Taking the Poison of Resentment…
My imagination has to be kept in constant check, or it can travel to places that are not emotionally safe. When I am feeling strong resentment toward another person, my imagination slips into high gear and starts traveling through the rugged terrain of bitter images. I start creating vivid images in my mind of what I would like to do to the person whom I feel resentment toward. This of course is never a good course of action.
A friend shared the following quote yesterday. It serves as a great emotional travel warning, when our minds are tempted to travel down the slippery slope of resentment. “Harboring resentment is like taking poison and waiting for the other person to die.” When I allow my imagination to entertain bitter thoughts toward another person that is precisely what I am doing.

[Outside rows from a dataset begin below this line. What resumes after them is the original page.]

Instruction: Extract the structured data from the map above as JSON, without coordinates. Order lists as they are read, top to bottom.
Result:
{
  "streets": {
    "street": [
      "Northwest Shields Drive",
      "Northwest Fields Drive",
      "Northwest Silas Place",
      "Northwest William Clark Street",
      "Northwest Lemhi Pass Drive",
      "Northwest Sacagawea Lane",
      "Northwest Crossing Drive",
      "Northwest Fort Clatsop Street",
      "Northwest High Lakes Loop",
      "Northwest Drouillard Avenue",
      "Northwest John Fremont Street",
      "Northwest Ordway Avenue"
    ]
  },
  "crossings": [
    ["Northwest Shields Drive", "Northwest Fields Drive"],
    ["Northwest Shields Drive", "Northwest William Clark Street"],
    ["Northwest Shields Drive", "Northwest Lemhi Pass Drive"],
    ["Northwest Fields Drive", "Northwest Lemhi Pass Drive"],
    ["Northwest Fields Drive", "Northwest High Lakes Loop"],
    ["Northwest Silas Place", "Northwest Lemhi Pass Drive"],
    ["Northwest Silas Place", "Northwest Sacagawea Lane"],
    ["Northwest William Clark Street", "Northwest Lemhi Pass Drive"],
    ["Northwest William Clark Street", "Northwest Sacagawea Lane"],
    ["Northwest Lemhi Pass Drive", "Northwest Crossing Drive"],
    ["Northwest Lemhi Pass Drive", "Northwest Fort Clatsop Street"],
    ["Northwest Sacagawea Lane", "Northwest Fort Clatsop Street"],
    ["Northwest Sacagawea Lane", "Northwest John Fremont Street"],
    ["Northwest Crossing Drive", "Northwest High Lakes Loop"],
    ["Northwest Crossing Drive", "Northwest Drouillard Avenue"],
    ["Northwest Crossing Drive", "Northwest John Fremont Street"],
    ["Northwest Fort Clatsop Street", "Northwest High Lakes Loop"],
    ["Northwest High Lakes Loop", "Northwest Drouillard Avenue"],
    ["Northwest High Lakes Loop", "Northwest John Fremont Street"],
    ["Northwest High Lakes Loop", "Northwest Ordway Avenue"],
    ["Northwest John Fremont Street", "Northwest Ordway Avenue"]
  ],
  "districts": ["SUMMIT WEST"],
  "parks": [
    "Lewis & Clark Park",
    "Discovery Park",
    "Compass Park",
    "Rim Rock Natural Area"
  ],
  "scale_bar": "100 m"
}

I want to react strongly to that quote! I want to say: But you just don’t know what I can do to that other person in the recesses of my mind. My brain travels very rapidly. It can take create enough punishment for the offender to last them a lifetime. Those thoughts have nothing to do with taking poison!
During my rational moments I realize that I might as well drink battery acid. Resentment and the accompanying bitterness are indeed corrosive. Our hearts become so saturated with poison that we can no longer think creatively or altruistically.
I am going to choose to abandon the resentment trips. There are too many other mind trips I would rather take. Yesterday my imagination fired up an image of me serenading Jan with the Alan Jackson song entitled: “I Only Want You for Christmas.” Perhaps it would be best just for me to park my imagination and close the door…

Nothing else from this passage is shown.